▸ WHAT IS NEEDED
Give an exact copy of the lines of the records below, starting at the line containing "I am building" and running to the end.

▸ Dataset entries
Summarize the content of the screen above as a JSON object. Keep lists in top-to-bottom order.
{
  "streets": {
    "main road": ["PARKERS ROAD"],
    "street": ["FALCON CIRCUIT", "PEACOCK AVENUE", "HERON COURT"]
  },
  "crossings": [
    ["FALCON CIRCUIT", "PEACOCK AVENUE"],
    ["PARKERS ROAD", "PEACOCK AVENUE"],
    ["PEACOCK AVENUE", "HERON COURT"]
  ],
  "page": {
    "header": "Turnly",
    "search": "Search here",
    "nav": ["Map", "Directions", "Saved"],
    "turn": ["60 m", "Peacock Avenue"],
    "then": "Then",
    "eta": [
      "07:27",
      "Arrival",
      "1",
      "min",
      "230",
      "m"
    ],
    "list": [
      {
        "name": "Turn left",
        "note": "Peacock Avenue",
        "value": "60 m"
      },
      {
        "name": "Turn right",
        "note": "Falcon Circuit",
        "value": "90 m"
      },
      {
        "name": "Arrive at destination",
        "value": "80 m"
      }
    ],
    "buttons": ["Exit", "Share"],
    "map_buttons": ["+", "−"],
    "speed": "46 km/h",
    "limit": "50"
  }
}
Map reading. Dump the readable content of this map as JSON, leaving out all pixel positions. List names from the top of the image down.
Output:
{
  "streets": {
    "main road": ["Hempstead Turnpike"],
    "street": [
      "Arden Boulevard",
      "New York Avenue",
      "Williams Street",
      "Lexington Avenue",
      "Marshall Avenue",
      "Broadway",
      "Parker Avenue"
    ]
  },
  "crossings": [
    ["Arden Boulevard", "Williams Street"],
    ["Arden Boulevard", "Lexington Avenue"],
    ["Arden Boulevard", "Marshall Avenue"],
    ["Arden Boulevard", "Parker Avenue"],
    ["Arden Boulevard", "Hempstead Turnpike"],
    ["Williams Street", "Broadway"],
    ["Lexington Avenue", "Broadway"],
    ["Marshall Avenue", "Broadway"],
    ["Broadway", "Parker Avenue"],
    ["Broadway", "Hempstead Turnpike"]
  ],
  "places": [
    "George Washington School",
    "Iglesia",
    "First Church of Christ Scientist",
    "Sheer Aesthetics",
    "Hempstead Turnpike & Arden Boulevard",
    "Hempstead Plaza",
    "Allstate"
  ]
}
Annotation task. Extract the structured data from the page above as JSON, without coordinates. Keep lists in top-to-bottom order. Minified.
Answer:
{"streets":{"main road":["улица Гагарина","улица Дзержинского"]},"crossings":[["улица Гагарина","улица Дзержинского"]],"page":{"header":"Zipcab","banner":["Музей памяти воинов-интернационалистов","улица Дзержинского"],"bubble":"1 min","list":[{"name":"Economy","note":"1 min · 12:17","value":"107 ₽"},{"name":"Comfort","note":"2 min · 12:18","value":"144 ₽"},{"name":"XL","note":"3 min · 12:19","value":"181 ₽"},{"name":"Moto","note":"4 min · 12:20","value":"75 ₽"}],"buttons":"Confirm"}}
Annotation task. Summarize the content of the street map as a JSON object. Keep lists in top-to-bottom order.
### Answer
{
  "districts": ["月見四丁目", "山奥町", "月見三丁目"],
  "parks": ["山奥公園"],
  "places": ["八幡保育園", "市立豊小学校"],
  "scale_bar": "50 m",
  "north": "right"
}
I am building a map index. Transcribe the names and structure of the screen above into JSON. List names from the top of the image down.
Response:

▸ SOLUTION FOR THIS TASK
I am building a map index. Transcribe the names and structure of the screen above into JSON. List names from the top of the image down.
Response:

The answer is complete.